## Record set
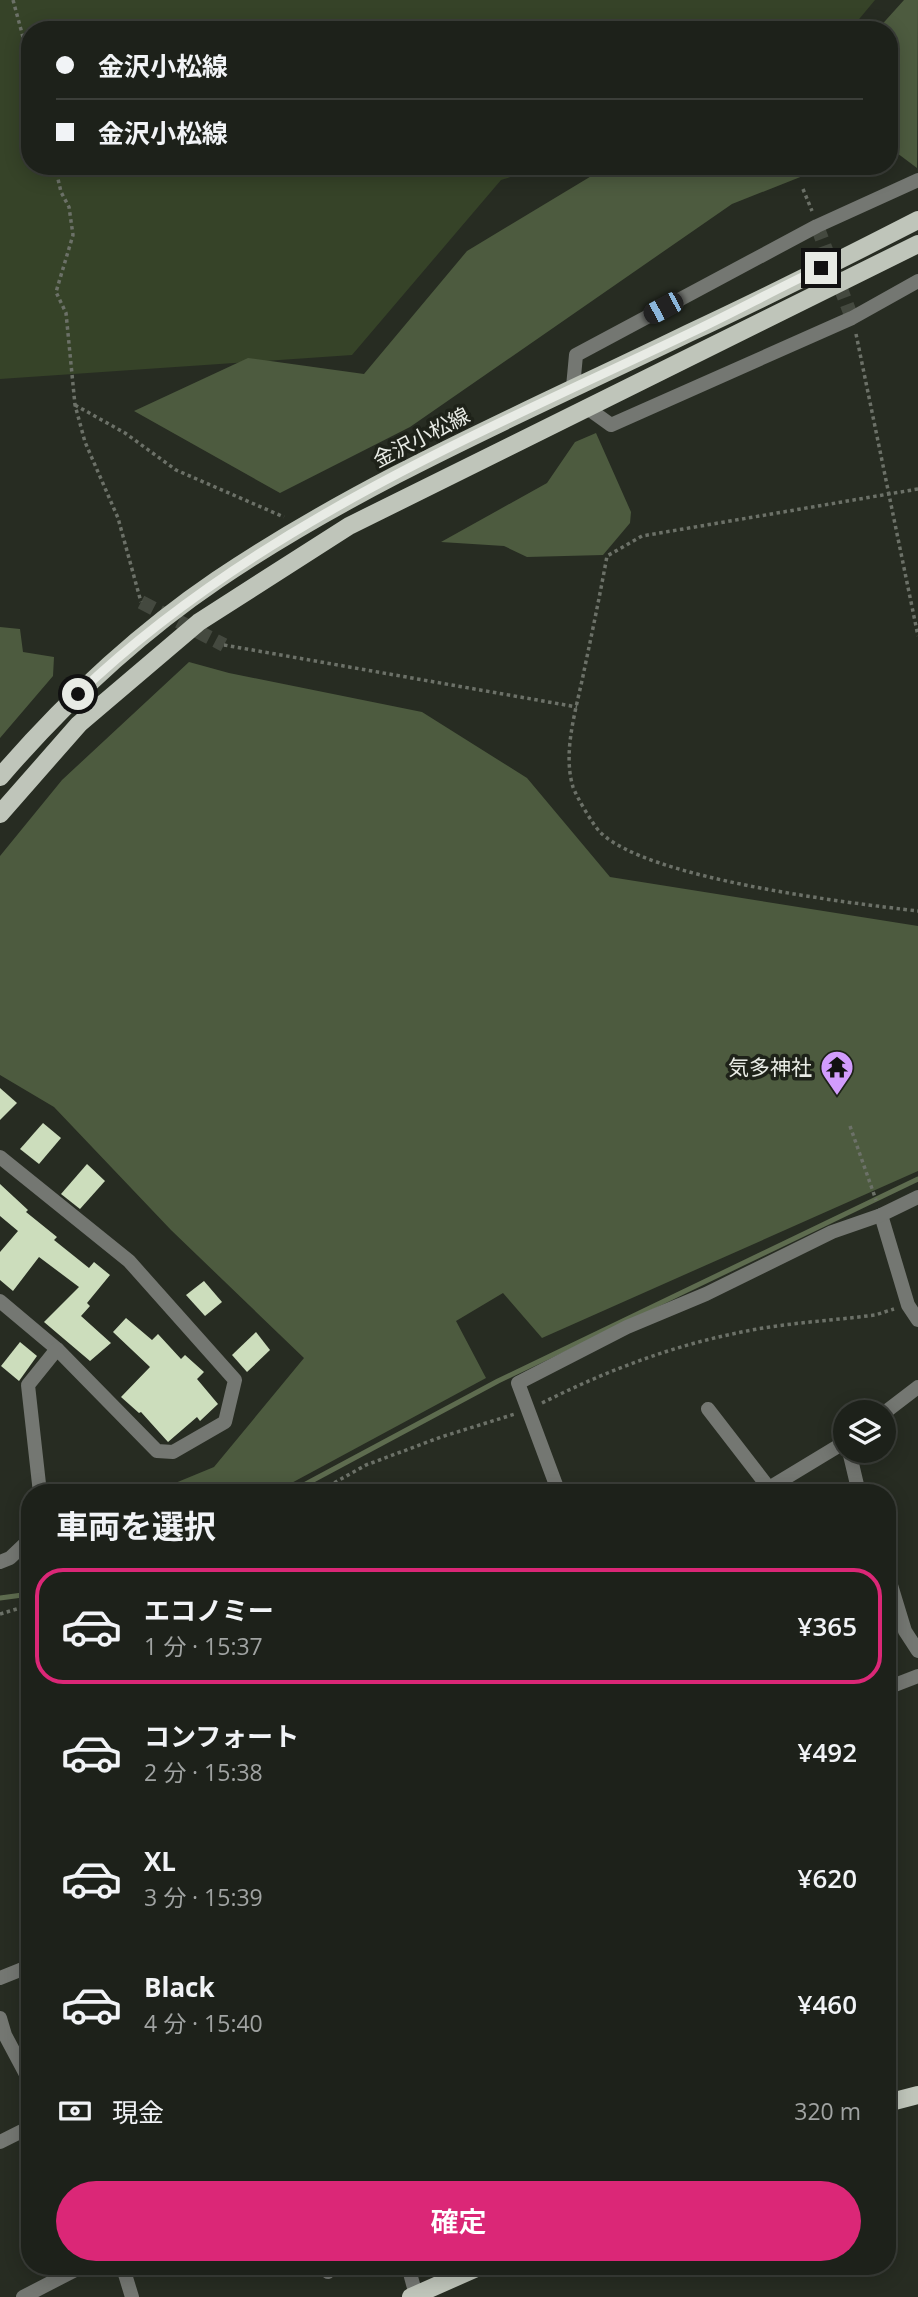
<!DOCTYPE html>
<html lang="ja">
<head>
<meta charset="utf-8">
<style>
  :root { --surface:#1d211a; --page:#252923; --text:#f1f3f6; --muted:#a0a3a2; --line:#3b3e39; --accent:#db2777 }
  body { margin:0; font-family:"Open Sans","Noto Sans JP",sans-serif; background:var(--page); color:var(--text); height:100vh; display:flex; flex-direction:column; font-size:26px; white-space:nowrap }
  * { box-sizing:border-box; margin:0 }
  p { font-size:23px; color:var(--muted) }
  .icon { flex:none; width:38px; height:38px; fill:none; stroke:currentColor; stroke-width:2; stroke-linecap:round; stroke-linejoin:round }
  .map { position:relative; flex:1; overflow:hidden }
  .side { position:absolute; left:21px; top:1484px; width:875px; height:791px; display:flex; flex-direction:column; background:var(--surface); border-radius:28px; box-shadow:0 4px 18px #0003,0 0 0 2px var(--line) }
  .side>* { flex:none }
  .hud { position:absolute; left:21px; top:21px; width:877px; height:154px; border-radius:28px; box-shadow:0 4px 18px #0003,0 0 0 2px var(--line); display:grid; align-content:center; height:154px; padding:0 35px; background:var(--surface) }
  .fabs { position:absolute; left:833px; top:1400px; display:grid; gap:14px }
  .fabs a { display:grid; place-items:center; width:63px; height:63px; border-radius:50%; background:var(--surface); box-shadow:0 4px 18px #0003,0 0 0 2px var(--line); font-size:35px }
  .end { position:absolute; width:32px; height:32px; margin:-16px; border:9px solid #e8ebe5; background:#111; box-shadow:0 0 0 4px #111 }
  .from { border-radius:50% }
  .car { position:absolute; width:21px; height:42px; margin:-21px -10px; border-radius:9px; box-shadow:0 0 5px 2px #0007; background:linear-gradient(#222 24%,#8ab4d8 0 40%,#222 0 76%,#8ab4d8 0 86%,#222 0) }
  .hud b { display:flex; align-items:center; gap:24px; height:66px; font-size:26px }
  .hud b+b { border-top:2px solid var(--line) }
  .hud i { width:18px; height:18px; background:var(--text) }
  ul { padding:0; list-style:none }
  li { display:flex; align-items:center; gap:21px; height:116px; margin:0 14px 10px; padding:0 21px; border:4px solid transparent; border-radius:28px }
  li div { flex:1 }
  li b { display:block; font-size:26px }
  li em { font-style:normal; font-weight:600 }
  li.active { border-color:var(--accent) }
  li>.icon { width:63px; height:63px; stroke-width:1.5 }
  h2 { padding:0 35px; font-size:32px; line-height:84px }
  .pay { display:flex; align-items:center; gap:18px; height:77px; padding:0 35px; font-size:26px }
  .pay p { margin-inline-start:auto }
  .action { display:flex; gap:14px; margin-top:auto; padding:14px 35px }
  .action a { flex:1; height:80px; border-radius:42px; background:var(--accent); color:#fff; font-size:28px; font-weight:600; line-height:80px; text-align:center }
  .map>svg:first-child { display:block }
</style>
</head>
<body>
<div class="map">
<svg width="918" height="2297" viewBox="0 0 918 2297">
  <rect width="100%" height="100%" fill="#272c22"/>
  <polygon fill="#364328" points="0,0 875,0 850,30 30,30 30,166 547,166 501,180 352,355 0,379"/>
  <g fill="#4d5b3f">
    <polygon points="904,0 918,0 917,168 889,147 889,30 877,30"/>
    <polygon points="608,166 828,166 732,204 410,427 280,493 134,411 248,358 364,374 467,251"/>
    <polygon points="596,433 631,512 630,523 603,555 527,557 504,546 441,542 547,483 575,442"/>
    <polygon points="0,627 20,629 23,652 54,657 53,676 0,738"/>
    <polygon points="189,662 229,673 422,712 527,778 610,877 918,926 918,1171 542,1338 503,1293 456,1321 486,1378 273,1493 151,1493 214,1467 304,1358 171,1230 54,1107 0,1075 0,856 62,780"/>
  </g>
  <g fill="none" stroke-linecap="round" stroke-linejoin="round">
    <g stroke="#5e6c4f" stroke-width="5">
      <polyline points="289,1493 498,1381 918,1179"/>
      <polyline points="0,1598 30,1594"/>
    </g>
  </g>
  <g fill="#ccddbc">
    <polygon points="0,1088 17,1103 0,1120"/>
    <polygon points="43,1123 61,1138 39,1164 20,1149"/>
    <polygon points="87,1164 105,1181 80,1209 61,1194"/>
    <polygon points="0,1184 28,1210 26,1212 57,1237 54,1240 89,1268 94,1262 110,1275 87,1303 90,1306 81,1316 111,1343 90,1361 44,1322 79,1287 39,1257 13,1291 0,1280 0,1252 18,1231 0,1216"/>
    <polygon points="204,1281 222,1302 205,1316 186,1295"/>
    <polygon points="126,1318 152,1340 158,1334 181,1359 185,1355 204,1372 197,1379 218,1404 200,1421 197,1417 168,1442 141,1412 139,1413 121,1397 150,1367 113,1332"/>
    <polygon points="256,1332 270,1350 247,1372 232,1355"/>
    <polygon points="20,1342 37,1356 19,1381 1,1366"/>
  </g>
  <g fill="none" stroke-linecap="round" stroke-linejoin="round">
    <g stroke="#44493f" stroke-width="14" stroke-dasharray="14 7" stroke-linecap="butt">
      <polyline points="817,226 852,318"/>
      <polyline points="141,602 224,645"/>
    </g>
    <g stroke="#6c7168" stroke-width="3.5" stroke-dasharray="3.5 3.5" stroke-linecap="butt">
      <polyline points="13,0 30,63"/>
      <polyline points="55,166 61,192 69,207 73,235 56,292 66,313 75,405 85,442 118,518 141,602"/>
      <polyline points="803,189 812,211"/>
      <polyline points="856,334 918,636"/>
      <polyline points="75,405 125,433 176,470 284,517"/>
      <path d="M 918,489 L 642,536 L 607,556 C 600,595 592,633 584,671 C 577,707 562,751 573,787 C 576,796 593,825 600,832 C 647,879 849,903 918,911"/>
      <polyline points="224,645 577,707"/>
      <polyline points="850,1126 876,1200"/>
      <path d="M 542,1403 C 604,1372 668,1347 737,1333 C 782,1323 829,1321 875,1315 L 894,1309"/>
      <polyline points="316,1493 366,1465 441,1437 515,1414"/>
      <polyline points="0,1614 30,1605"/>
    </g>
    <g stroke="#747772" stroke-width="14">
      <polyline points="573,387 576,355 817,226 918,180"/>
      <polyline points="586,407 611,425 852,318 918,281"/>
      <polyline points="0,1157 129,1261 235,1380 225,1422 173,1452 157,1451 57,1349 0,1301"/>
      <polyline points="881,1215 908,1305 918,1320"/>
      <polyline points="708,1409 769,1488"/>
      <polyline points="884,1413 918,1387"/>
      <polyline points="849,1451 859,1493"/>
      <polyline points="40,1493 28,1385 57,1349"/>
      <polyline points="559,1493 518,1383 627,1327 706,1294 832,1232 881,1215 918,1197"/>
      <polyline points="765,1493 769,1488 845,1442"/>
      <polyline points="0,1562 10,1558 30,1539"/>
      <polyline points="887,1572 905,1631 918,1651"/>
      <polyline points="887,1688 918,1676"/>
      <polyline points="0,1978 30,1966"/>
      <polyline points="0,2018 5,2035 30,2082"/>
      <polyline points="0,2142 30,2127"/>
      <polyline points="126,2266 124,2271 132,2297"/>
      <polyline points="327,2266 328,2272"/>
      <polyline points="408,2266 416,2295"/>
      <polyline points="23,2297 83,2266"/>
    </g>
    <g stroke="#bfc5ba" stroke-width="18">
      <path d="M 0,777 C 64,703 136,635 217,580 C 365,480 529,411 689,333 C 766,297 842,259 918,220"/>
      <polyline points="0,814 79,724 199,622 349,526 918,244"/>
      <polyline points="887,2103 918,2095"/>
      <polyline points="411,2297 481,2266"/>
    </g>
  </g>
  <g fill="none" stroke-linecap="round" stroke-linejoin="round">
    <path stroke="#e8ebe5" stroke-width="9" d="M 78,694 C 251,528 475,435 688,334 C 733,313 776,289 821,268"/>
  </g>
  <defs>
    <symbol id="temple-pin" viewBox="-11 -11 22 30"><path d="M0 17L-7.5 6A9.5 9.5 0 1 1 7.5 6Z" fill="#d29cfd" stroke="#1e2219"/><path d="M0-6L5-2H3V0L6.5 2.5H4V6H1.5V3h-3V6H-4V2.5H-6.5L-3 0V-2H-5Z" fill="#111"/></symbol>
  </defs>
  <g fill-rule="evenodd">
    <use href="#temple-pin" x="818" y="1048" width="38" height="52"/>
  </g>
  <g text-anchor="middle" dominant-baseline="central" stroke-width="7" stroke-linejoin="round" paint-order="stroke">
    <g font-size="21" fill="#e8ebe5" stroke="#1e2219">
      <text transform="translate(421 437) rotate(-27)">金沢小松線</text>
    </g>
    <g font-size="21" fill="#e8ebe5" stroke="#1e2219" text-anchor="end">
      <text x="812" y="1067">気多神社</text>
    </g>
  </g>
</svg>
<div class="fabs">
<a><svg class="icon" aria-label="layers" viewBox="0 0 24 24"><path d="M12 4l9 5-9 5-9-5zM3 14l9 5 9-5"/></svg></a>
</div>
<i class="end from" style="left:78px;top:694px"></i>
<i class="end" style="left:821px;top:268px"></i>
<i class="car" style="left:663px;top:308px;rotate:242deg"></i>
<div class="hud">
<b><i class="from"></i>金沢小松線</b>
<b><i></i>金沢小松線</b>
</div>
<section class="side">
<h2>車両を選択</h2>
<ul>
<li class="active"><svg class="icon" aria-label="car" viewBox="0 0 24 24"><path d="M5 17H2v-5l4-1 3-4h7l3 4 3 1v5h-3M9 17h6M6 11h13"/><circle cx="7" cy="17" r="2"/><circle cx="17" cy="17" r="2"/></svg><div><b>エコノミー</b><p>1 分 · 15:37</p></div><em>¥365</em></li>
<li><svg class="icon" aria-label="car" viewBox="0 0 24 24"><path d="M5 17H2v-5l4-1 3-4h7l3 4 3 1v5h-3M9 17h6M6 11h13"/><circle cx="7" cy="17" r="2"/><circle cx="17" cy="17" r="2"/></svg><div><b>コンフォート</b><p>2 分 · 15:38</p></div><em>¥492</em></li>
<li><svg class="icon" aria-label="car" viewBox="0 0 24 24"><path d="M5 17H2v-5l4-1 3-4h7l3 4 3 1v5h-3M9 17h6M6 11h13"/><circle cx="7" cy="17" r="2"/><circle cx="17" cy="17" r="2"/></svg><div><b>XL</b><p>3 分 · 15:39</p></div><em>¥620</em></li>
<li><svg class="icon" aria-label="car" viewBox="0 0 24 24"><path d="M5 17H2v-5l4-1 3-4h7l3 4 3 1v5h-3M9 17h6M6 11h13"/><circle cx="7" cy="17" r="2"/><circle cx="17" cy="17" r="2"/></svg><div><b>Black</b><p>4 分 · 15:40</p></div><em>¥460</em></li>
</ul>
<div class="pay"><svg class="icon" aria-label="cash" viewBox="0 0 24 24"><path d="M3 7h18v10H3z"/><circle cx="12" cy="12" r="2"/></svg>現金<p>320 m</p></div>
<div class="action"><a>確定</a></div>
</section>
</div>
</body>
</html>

## Required action
From the records above, work out how many lines contain the string "dasharray". Give only the number.

## Response to this exercise
2